───── Given data

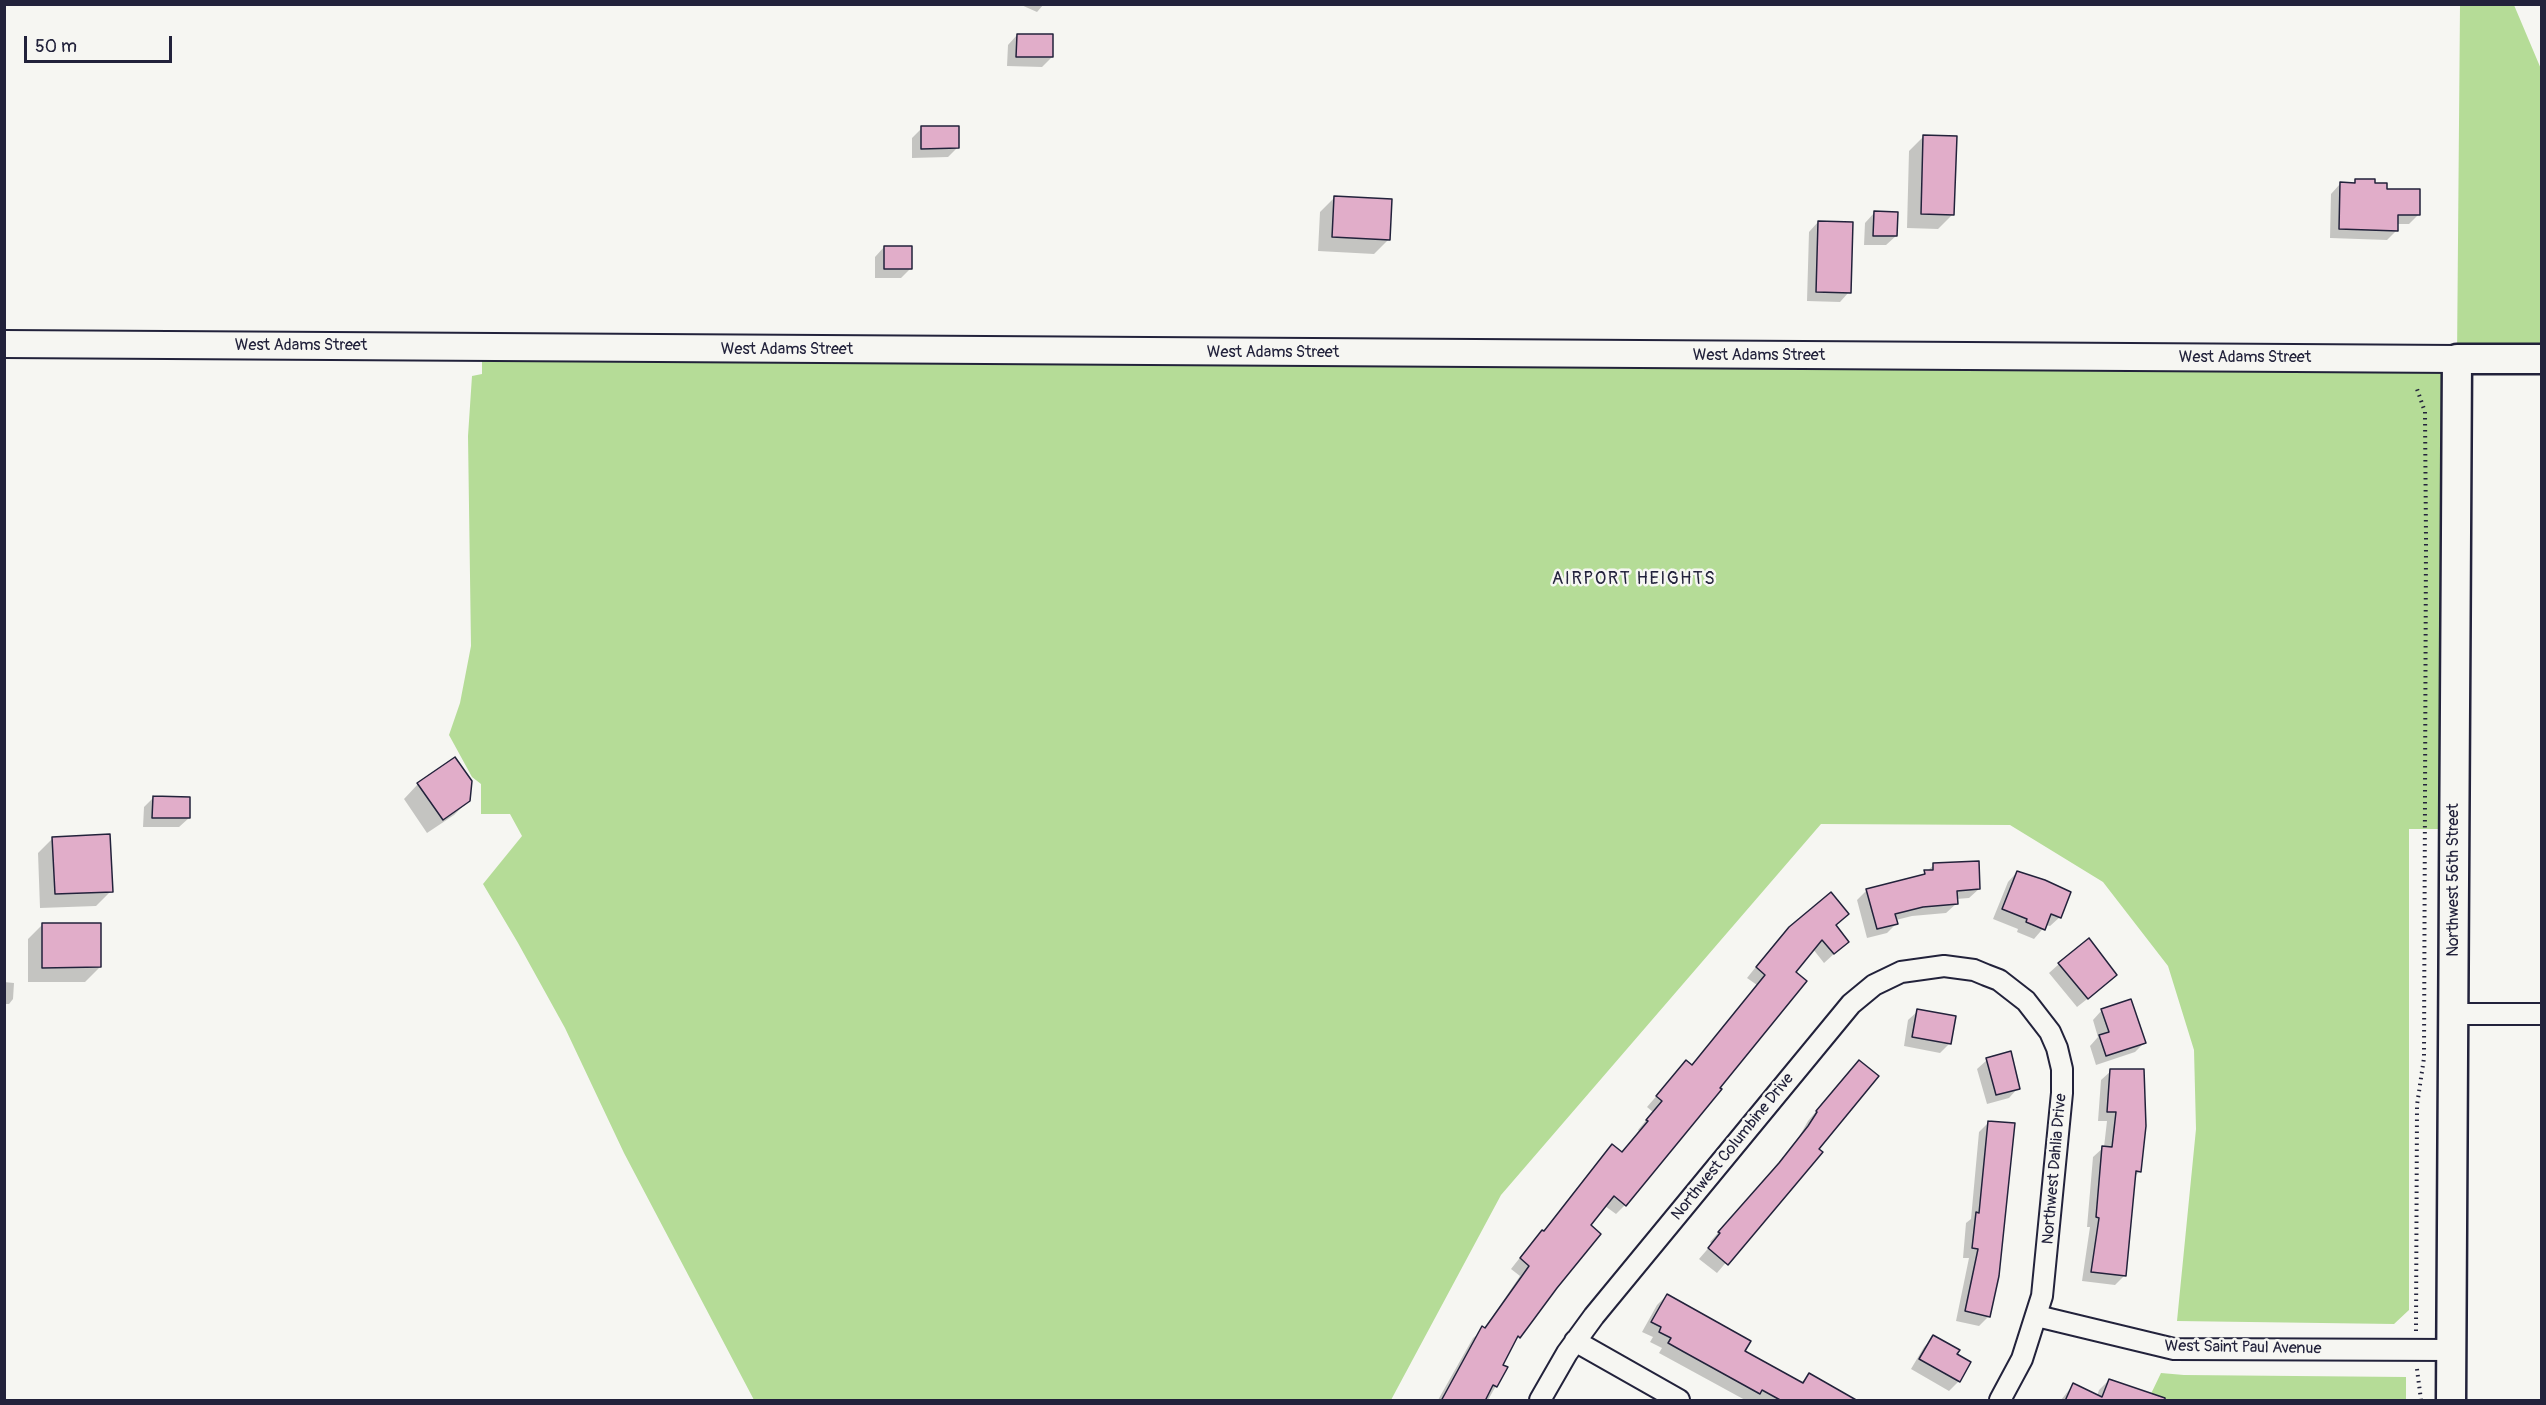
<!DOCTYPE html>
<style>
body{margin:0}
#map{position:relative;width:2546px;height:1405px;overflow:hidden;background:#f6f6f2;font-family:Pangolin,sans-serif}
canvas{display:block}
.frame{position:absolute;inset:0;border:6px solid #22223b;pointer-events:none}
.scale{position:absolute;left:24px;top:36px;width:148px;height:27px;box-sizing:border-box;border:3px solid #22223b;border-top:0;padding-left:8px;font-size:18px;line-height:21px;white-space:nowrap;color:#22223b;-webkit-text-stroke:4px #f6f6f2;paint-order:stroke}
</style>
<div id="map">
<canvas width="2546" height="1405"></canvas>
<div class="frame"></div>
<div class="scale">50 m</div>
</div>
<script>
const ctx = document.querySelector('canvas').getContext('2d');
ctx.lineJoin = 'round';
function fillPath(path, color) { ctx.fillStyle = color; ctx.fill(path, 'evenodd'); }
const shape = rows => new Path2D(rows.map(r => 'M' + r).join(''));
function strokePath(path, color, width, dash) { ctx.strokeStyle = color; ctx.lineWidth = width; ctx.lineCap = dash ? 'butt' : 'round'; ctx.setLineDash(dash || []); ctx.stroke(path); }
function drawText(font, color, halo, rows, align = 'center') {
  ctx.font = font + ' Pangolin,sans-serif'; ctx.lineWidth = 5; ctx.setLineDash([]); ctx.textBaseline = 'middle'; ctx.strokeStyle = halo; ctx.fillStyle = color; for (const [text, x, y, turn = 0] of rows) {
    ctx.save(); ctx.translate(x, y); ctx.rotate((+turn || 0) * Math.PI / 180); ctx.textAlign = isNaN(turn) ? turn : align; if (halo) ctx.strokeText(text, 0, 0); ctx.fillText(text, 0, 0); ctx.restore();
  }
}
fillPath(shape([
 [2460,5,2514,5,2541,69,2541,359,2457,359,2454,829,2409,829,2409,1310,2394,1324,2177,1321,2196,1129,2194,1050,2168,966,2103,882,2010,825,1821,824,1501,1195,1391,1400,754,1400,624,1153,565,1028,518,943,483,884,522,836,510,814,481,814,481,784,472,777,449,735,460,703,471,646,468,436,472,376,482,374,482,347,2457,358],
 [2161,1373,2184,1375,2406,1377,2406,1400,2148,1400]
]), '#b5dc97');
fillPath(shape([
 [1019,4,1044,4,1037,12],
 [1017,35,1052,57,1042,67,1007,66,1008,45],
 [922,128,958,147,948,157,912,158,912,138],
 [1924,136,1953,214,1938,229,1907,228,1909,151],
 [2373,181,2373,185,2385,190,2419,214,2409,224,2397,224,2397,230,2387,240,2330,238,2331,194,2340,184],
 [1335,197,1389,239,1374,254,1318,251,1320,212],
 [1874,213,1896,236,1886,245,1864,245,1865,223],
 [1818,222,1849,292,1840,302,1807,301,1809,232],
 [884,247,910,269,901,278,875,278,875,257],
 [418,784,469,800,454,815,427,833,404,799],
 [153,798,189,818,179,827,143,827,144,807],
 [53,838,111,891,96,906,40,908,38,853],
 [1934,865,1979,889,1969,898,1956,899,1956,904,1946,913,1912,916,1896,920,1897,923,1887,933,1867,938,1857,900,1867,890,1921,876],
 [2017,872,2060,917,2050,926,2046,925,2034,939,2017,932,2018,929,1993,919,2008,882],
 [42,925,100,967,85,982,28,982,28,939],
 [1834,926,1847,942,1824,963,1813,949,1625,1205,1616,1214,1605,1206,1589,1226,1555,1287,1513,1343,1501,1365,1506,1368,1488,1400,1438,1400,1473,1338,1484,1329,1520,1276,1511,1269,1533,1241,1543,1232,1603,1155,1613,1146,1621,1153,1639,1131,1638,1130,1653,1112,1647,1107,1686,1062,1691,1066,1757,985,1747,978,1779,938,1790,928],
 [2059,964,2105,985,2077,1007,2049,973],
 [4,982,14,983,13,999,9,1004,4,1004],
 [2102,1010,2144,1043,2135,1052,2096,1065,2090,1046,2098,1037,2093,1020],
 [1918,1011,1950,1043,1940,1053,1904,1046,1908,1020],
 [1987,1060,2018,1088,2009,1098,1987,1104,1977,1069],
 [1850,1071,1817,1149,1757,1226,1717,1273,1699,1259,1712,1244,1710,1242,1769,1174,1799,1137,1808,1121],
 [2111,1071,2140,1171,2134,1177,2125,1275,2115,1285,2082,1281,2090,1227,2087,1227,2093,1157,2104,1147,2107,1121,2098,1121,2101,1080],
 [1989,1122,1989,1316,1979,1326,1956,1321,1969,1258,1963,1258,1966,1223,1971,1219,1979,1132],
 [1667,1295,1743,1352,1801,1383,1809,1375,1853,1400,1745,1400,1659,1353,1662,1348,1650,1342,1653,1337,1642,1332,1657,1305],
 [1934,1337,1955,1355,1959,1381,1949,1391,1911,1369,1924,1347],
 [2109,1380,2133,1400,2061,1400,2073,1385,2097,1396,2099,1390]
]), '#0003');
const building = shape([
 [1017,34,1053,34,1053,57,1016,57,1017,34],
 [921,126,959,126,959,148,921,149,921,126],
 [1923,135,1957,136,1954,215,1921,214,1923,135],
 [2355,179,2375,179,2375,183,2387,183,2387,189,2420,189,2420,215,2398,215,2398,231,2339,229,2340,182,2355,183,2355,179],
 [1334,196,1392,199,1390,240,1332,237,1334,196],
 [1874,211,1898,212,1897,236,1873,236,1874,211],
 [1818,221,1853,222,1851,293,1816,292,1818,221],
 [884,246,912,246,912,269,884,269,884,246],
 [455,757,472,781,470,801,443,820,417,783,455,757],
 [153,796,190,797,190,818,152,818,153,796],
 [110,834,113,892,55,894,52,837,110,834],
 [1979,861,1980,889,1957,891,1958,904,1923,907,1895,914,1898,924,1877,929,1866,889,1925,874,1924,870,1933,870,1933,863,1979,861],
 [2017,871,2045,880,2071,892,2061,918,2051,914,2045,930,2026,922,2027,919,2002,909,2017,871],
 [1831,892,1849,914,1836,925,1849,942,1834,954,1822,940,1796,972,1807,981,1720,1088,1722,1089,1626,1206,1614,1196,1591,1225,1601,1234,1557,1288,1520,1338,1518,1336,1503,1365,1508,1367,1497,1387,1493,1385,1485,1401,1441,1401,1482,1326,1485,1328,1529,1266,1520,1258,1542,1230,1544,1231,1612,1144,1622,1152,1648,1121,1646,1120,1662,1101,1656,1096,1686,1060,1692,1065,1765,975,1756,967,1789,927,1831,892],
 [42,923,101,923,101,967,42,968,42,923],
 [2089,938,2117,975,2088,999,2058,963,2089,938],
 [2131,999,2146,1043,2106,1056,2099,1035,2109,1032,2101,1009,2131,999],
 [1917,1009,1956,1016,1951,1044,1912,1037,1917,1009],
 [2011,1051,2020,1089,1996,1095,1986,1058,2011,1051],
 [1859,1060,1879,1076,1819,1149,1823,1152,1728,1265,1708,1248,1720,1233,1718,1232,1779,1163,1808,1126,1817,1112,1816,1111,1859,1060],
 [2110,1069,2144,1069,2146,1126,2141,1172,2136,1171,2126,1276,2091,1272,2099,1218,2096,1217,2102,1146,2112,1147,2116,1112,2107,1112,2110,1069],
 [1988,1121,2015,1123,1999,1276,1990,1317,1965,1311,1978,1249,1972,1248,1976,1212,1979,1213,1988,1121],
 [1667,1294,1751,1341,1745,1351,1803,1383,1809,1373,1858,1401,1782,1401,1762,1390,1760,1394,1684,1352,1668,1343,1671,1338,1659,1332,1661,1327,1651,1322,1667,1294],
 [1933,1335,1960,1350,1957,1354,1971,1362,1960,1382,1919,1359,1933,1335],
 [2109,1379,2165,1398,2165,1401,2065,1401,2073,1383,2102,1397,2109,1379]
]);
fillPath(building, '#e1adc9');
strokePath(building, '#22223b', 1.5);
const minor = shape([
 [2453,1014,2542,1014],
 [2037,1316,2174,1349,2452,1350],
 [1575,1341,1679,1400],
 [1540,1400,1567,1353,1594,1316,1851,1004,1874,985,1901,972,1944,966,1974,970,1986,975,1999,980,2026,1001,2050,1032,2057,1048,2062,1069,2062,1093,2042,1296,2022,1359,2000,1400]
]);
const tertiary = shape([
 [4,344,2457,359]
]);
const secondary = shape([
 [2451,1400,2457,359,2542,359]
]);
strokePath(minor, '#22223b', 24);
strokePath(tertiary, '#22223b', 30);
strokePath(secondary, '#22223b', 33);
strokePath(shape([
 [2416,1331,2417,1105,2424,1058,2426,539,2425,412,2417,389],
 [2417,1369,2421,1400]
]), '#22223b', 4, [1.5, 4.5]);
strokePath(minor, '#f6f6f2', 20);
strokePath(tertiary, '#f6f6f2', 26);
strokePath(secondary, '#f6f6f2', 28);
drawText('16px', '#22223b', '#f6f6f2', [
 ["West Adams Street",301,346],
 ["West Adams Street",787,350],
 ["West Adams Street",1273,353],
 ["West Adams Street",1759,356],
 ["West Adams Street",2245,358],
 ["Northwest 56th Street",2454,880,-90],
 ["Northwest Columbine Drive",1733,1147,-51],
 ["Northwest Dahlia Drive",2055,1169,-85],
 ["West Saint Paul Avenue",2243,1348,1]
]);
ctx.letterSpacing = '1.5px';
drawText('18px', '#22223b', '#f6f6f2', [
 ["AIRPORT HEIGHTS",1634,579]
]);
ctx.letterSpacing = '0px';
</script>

──────────

* _What the task requires_
Within the entries, count the lines that contain the word "turn". Give that number and no more.

* _Reply_
2